Stored entries:
=== Section Start ===

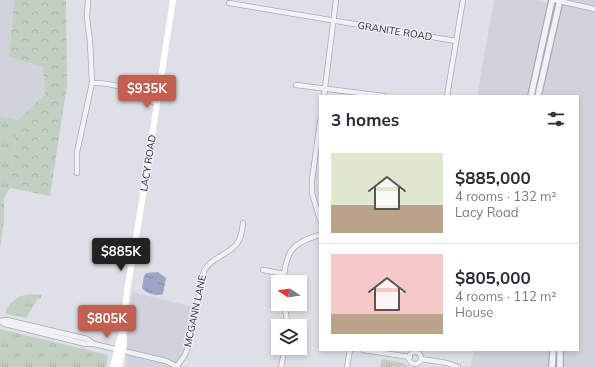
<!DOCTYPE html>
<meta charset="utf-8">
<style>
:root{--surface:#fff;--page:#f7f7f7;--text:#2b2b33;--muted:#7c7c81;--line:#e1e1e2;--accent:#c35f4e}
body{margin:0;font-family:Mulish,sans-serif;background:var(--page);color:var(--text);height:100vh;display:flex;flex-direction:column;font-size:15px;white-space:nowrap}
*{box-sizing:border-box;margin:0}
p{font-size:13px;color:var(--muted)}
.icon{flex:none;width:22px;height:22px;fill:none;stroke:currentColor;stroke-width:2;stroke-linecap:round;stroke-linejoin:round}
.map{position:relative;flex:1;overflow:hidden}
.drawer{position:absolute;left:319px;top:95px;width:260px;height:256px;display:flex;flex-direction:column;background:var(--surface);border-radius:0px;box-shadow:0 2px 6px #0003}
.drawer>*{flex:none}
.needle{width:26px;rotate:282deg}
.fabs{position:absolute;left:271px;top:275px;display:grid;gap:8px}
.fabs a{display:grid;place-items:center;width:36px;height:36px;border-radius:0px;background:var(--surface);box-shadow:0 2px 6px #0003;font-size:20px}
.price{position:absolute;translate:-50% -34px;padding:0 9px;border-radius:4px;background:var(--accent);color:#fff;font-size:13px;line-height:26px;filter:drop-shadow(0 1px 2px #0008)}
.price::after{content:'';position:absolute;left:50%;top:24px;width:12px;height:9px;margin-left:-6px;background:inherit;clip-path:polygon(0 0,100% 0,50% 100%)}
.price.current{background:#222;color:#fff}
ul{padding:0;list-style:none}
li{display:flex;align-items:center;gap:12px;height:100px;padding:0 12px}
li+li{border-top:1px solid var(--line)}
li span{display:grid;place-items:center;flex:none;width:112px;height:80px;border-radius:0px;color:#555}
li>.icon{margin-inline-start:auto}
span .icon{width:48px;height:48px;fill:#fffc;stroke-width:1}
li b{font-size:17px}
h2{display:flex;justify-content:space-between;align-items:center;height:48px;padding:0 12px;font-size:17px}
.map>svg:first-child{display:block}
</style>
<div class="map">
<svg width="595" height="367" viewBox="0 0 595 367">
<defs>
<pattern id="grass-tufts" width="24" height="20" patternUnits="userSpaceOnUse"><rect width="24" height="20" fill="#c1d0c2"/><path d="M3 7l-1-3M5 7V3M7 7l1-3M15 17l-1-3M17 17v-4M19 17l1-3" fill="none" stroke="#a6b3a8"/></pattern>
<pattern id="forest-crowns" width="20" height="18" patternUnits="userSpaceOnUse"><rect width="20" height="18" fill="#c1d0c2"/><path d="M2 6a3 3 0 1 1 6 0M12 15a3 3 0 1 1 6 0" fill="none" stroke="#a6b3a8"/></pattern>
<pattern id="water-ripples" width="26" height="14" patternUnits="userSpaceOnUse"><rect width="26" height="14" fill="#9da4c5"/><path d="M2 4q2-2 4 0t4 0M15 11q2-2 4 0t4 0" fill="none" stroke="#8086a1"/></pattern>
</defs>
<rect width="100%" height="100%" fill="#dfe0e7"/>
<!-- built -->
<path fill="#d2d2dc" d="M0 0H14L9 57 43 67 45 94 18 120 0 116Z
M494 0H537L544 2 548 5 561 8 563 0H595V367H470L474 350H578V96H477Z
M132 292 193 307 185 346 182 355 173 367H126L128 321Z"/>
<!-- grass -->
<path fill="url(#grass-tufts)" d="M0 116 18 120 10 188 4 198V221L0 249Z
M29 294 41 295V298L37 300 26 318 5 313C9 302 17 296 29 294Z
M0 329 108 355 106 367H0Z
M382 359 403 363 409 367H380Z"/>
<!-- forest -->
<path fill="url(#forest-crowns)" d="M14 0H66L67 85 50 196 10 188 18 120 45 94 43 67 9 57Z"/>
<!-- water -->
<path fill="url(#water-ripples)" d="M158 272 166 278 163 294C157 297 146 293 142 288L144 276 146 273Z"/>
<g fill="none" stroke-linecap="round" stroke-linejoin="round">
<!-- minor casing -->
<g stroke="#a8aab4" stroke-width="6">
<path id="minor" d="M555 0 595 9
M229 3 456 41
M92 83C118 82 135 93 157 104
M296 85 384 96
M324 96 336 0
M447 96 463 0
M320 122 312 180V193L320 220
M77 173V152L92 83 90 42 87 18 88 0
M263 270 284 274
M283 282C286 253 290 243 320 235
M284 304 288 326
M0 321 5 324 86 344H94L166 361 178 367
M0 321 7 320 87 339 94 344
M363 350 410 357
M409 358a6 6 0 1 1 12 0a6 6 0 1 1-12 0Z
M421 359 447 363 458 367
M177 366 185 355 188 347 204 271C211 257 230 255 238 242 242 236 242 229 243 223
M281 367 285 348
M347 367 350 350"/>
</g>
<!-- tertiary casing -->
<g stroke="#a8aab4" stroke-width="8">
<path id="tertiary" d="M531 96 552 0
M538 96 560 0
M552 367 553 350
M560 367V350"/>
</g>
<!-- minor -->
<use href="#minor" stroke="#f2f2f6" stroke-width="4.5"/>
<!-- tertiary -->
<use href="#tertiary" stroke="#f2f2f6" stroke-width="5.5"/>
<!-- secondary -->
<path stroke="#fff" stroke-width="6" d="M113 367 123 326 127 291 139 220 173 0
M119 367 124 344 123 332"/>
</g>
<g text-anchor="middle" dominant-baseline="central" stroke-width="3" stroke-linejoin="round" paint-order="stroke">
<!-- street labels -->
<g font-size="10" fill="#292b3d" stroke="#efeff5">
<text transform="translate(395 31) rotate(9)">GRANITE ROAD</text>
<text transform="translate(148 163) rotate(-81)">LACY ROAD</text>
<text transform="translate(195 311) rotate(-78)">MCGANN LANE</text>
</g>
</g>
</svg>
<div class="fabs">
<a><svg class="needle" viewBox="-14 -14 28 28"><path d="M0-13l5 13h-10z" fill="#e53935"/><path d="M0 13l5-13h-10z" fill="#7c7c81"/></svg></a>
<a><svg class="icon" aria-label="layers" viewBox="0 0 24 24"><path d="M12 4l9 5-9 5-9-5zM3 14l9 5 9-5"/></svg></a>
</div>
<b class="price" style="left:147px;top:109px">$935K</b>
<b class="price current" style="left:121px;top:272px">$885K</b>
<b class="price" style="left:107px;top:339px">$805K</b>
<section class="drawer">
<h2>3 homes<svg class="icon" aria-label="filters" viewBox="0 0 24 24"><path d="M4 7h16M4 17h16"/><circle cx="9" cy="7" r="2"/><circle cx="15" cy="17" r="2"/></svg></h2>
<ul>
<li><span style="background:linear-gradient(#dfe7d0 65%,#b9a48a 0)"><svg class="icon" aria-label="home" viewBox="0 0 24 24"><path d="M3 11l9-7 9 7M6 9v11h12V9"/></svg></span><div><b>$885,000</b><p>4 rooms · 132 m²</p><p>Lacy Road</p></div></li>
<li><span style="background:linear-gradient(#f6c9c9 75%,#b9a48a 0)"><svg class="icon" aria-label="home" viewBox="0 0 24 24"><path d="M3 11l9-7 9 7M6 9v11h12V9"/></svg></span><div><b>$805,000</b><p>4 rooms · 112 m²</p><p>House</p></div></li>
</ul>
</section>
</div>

=== Section End ===
=== Section Start ===

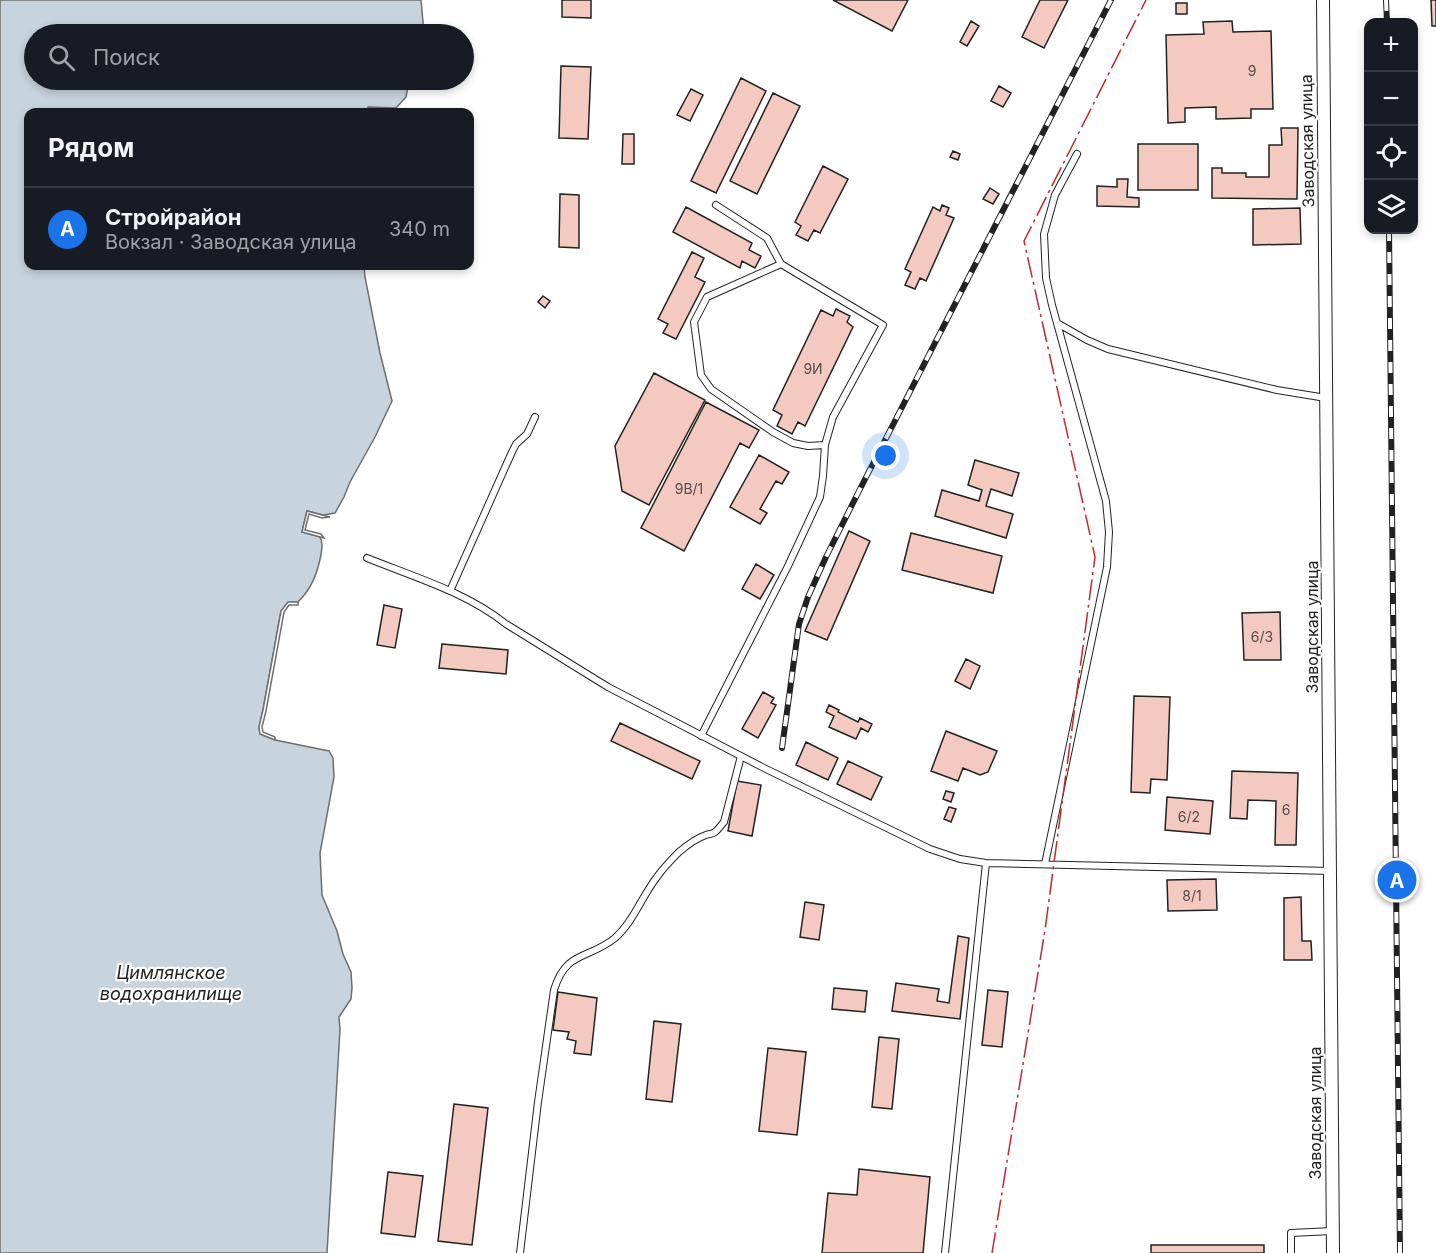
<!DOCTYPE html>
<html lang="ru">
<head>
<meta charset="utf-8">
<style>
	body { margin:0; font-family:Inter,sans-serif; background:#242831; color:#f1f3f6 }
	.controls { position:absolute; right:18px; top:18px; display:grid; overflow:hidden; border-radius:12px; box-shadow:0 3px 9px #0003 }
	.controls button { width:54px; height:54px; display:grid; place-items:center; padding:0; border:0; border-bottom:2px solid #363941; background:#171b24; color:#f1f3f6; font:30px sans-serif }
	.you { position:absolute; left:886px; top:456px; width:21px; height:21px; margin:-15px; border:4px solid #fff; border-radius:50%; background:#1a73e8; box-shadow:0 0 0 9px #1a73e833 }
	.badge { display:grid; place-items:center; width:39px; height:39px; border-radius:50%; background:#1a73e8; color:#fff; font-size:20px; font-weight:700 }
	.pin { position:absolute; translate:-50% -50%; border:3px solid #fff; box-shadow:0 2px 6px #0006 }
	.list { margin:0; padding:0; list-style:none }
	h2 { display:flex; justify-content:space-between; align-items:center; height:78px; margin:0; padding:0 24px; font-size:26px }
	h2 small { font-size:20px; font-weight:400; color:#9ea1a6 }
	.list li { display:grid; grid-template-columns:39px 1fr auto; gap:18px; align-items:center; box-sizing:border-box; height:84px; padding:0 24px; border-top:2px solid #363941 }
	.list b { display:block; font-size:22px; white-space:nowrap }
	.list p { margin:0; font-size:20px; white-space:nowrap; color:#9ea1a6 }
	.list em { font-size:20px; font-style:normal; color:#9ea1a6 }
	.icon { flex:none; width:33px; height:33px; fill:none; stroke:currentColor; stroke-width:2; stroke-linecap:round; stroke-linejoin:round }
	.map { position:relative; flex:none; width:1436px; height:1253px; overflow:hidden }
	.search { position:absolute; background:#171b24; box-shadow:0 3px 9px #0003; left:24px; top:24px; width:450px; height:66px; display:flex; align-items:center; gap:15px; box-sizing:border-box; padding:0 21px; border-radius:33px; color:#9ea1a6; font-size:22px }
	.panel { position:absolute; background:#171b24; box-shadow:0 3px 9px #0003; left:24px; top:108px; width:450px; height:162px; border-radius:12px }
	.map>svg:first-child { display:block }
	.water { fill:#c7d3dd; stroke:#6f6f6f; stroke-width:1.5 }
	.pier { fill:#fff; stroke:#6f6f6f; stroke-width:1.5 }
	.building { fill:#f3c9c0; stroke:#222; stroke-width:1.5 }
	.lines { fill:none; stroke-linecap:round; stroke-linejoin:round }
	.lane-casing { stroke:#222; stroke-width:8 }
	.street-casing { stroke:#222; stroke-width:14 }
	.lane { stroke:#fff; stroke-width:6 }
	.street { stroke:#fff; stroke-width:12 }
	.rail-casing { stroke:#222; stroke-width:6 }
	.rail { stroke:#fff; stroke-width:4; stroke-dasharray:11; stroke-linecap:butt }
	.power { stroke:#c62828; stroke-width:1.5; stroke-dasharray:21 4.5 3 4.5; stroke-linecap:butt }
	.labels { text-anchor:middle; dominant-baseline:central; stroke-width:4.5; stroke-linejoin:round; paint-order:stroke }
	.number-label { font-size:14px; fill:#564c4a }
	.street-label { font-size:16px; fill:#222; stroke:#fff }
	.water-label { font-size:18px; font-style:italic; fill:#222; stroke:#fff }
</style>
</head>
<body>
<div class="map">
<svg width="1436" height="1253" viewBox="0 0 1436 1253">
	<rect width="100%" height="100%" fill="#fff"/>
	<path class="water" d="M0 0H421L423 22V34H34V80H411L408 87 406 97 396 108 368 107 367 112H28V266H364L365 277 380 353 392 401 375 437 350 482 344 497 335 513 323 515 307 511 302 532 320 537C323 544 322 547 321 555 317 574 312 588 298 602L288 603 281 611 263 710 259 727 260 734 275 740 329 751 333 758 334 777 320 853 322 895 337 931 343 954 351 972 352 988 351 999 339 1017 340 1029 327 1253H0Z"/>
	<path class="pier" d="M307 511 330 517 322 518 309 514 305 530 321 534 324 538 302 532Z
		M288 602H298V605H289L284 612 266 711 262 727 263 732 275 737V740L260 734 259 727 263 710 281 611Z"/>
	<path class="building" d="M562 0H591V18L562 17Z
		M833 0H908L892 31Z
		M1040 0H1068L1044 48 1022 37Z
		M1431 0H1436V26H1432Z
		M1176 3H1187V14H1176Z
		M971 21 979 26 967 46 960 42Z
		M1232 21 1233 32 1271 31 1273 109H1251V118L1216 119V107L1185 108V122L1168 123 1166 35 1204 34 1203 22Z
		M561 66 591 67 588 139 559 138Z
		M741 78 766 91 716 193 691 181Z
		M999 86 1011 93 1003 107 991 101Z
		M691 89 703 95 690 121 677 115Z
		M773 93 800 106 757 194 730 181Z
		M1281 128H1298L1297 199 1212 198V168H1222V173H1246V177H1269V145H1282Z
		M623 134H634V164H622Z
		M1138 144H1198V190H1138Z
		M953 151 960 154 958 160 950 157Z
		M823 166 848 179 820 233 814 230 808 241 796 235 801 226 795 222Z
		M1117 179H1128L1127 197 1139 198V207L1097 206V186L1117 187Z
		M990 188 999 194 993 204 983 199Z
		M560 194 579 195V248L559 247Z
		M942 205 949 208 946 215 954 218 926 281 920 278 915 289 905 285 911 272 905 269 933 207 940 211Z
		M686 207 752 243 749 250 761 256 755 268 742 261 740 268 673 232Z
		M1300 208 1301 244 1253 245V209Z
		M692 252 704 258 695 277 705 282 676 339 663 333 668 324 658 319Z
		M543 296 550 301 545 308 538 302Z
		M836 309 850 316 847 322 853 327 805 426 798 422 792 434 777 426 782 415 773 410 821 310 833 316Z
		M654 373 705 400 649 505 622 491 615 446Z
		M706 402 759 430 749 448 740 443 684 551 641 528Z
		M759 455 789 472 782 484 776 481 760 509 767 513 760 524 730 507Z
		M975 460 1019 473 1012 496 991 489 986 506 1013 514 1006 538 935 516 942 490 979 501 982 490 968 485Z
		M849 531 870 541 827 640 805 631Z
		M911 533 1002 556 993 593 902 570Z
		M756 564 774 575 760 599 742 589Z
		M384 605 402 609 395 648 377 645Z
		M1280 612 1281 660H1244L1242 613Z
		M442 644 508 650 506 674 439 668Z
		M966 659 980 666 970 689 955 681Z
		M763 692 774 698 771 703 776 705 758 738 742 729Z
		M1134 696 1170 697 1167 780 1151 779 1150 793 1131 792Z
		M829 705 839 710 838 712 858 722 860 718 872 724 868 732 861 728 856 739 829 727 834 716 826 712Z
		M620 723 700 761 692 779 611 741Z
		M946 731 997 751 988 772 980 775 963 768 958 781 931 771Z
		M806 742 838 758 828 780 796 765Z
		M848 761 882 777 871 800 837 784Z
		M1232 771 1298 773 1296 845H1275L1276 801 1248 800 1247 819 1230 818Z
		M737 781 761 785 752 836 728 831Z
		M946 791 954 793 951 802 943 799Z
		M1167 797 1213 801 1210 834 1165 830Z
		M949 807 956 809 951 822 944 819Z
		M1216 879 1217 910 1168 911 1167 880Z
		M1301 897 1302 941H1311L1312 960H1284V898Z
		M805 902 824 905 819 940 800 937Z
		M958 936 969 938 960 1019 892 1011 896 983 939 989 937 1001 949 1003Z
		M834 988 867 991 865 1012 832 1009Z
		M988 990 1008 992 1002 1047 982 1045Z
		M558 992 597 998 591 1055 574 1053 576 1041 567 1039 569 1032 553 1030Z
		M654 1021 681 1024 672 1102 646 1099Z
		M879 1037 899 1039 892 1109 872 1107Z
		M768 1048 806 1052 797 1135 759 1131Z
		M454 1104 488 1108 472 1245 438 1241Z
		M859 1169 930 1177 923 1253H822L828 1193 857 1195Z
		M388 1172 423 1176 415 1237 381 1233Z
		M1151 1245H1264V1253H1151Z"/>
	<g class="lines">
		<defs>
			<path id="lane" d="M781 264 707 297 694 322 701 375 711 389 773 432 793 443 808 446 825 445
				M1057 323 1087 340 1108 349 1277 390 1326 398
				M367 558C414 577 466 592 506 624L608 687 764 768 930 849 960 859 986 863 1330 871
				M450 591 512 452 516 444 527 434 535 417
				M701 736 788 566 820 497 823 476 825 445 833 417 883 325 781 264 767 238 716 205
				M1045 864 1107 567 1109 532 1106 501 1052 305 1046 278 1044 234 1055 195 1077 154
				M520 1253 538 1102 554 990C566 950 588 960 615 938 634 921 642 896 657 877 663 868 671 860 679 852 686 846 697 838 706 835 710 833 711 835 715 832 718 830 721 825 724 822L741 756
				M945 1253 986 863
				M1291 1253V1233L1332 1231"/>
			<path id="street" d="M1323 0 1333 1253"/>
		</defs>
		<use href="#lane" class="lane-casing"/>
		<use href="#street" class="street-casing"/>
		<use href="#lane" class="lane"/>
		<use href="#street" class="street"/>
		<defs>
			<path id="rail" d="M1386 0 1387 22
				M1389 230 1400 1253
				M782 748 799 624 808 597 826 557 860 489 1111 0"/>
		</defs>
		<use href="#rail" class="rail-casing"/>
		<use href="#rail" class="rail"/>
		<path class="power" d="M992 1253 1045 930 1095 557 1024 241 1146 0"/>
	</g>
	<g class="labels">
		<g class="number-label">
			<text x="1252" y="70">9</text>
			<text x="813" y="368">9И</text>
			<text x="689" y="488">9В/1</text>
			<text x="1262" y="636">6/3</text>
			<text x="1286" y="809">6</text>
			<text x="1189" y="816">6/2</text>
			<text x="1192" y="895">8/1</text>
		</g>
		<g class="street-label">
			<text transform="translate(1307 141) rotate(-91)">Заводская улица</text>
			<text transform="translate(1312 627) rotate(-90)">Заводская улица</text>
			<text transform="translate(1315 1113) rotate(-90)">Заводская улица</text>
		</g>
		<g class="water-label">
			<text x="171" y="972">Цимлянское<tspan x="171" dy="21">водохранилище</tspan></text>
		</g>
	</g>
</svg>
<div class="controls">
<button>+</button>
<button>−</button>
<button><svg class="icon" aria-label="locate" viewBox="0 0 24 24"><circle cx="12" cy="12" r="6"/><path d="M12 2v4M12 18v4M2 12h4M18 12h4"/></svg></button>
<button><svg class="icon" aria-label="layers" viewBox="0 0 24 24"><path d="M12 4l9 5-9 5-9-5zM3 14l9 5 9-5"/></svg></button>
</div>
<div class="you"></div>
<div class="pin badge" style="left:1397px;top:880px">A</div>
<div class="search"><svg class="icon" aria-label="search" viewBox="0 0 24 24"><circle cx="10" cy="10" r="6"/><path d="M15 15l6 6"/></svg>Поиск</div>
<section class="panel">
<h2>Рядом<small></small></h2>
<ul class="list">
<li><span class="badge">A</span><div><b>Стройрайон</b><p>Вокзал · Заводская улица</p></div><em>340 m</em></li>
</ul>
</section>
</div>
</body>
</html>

=== Section End ===

▸ Task requirements: Tally the lines of the data that contain the string "html", and report nothing but the tally.

▸ Response: 4